The National Park Service is all about protecting the nation’s wildlife and natural wonders. On the Atlantic coast of Florida, they control the beautiful Canaveral National Seashore, refuge to sea turtles, manatees, and various wading birds.

Yeah, whatever. Nearby is the Kennedy Space Center!! W00t w00t!!!

America has two points of ultimate coolness. One is our music (yep, we created blues & jazz & rock & hip-hop, uh-huh, uh-huh, take that, Europe, with your Beethoven & accordions & flugelhorns!!). The other is our space program.

Say what you will about NASA. Maybe they’re a team of brilliant, talented scientists who explore our tiny little corner of the universe, or maybe they’re a big financial suckhole draining our coffers & gobbling up taxes. Either way, it doesn’t matter, for their shit is cool!  KSC has a lots of coolness to see: old Saturn V rockets, various landers, and all sorts of videos & stuff. Simply being there in the shadow of Launch Pads 39A & B, where they launch the Shuttle at somewhat regular intervals, is awesome in and of itself.

I lived in south Florida for a couple of years, and saw several shuttle launches. Never made it to the actual visitor viewing at KSC itself (if they even still do such a thing in a post-9/11 world), but saw it from the pier at Cocoa Beach (cocktail in hand), and also saw a night launch from the backyard of a friend in Stuart (also cocktail in hand, imagine that). Both have great features: seeing it from the beach gives you the full view of the plumes, seeing it at night awes you as the horizon fills with the orange glow of burning hydrogen. Seeing a shuttle launch ranks as a “must do for all Americans” in my book, but act fast, the shuttle isn’t gonna be around forever.

Pad 39A -- Public domain photo courtesy of Kennedy Space Center

The neatest display at the Kennedy Space Center is a setup of the original consoles used for mission control during the original Apollo missions. It’s rows and rows of old CRTs, vacuum-tube computer banks, craptastic speakers and clunky microphones. My color printer has more silicon brains than the lot of it, but, amazingly, it got people not only into space but all the way to the moon and back! Ya look at those lame pieces of shite, and you just marvel at the feats those guys were able to pull off.
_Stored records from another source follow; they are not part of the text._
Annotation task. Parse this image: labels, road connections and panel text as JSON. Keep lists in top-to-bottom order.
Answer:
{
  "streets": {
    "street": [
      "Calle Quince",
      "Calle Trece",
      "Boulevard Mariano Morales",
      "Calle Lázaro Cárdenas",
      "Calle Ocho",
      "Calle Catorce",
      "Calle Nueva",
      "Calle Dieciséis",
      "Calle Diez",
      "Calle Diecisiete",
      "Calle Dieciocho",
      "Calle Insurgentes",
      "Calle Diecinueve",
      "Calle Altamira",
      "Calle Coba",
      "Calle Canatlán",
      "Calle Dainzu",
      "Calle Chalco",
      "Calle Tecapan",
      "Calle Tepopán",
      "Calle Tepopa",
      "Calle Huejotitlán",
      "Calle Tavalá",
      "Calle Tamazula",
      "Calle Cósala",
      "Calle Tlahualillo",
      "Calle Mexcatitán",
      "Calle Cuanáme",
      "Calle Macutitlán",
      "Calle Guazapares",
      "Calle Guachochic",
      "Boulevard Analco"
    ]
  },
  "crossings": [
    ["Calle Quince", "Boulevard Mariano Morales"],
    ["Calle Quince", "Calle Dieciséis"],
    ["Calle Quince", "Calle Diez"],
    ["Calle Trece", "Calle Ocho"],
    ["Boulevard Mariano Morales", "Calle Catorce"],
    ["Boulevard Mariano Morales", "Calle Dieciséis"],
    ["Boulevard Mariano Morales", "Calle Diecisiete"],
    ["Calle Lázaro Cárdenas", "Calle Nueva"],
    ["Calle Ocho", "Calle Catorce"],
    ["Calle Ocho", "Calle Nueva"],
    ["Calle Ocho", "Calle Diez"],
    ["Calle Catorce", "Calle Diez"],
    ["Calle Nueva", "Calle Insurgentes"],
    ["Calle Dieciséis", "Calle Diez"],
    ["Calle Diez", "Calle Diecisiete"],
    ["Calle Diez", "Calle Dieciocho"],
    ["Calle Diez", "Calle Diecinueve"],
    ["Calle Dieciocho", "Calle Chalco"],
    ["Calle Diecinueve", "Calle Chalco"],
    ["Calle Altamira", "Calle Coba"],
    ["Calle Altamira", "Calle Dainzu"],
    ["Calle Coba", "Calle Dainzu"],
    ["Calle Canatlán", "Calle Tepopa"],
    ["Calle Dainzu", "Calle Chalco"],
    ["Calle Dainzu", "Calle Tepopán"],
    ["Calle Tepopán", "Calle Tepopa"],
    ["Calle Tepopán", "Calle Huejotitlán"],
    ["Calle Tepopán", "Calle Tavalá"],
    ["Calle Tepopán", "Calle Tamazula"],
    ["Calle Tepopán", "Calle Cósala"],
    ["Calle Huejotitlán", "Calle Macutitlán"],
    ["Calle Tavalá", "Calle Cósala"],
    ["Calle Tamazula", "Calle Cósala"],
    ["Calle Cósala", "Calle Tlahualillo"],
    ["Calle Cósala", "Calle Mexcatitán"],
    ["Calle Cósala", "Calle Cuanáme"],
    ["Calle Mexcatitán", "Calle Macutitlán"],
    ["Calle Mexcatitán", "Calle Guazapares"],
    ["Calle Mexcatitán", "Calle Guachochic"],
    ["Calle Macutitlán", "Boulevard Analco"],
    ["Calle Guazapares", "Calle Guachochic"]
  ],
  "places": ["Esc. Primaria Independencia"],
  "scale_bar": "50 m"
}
Today, people worldwide are using high-powered cellphones to surf LOLCats!. Boy, are we pathetic, or what??

NASA’s still doing lots of stuff. They’re doing a lot of global warming research, have a lot of satellites in play, have launched various probes that are still transmitting data back to Earth, and are working on a lot of other projects. Sure, things like a manned Mars mission don’t seem possible, or practical, or useful, but I like the notion of an agency devoted to nothing more than pure research into the cosmos, the stuff of which we all are made (if you believe in such things).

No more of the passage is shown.